That calamity occurred in August, 1813. With it ended the era of birthday songs and New-Year's verses. The King was mad; his nativity was therefore hardly a rational topic of rejoicing. The Prince Regent had no taste for the solemn inanity of stipulated ode, the performance of which only served to render insufferably tedious the services of the two occasions in the year when imperative custom demanded his attendance at the Chapel. Consultation was had with John Wilson Croker, Secretary of the Admiralty. Croker' s sharp common-sense at once suggested the abolition of the Laureate duties, but the retention of the office as a sinecure. Walter Scott, to whom the place was offered, as the most popular of living poets, seconded the counsel of Croker, but declined the appointment, as beneath the dignity of the intended founder of a long line of border knights. He recommended Southey. He had already recommended Southey to the "Quarterly," and through the "Quarterly" to Croker, then and still its most brilliant contributor; and this second instance of disinterested kindness was equally efficacious. Southey was appointed. The tierce of Canary ceased to be a perquisite of the office, the Laureate disclaiming it; and instead of annual odes upon set occasions, such effusions as the poet might choose to offer at the suggestion of passing events were to be accepted as the sum of official duty. These were to be said or read, not sung,--a change that completed the radical revolution of the office.

However important the salary of a hundred pounds may have been to Southey, it is very sure that the laurel seemed to infuse all its noxious and poisonous juices into his literary character. His vanity, like Whitehead's, led him to regard his chaplet as the reward of unrivalled merit. His study-chair was glorified, and became a throne. His supremacy in poetry was as indubitable as the king's supremacy in matters ecclesiastical. He felt himself constrained to eliminate utterly from his conscience whatever traces of early republicanism, pantisocracy, and heresy still disfigured it; and to conform unreservedly to the exactest requirements of high Toryism in politics and high Churchism in religion. He was in the pay and formed a part of the government; could he do else than toil mightily in his department for the service of a master who had so sagaciously anticipated the verdict of posterity, as to declare him, who was the least popular, the greatest of living poets? He found it a duty to assume a rigid censorship over as many of his Majesty's lieges as were addicted to verse,--to enact the functions of minister of literary police,--to reprehend the levity of Moore, the impiety of Byron, the democracy of Leigh Hunt, the unhappy lapse of Hazlitt, the drunkenness of Lamb. Assumptions so open to ridicule, and so disparaging to far abler men, told as disadvantageously upon his fame as upon his character. He became the butt of contemporary satire. Horace Smith, Moore, Shelley, Byron, lampooned him savagely. The latter made him the hero of his wicked "Vision of Judgment," and to him dedicated his "Don Juan." The dedication was suppressed; but no chance offered in the body of that profligate rhapsody to assail Bob Southey, that was not vigorously employed. The self-content of the Laureate armed him, however, against every thrust. Contempt he interpreted as envy of his sublime elevation:--

  "Grin, Envy, through thy ragged mask of scorn!
  In honor it was given; with honor it is worn."

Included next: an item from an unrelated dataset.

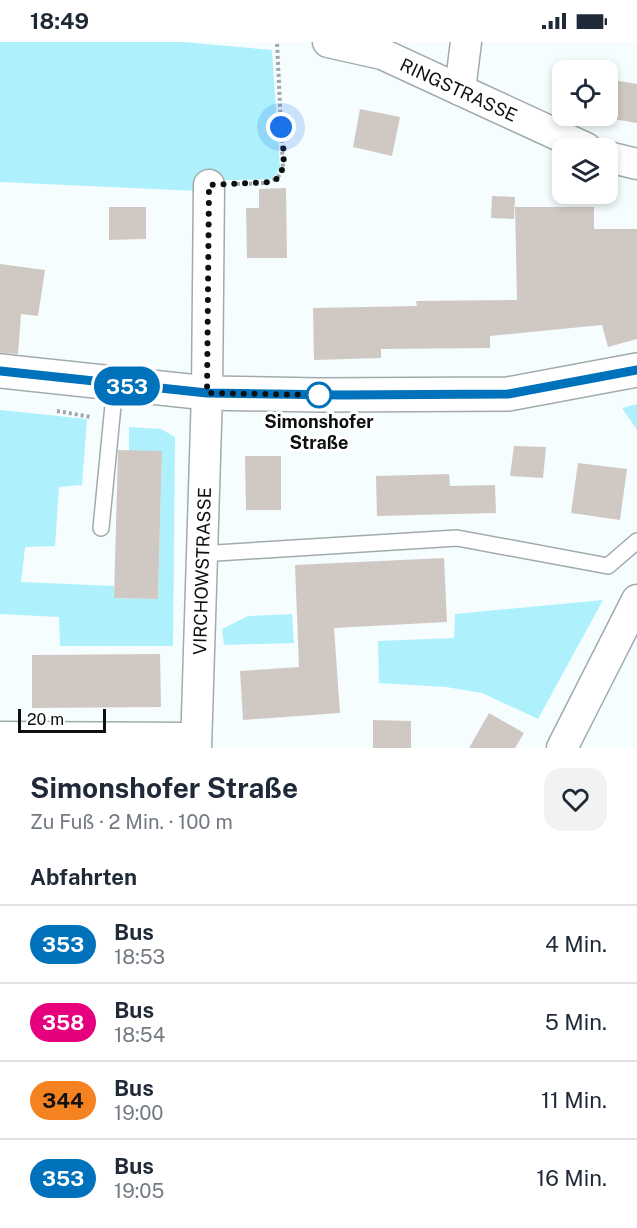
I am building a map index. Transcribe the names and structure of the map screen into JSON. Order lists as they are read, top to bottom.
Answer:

Of course such matchless self-complacency defied assault.

Southey's congratulatory odes appeared as often as public occasion seemed to demand them. There were in rapid succession the "Ode to the Regent," the "Carmen Triumphale," the "Pilgrimage to Waterloo," the "Vision of Judgment," the "Carmen Nuptiale," the "Ode on the Death of the Princess Charlotte." The "Quarterly" exalted them, one and all; the "Edinburgh" poured upon them volleys of keen but ineffectual ridicule. At last the Laureate desisted. The odes no longer appeared; and during the long and dark closing years of his life, the only production of the Laureate pen was the yearly signature to a receipt for one hundred pounds sterling, official salary.

Robert Southey died in March, 1843. Sir Robert Peel, who had obliged Wordsworth the year before, by transferring the post in the excise, which he had so long held, to the poet's son, and substituting a pension for its salary, testified further his respect for the Bard of Rydal by tendering him the laurel. It was not to be refused. Had the office been hampered with any demands upon the occupant for popular lyric, in celebration of notable events, Wordsworth was certainly the last man to place in it. His frigid nature was incapable of that prompt enthusiasm, without which, poetry, especially poetry responsive to some strong emotion momentarily agitating the popular heart, is lifeless and worthless. Fortunately, there were no such exactions. The office had risen from its once low estate to be a dignified sinecure. As such, Wordsworth filled it; and, dying, left it without one poetical evidence of having worn the wreath.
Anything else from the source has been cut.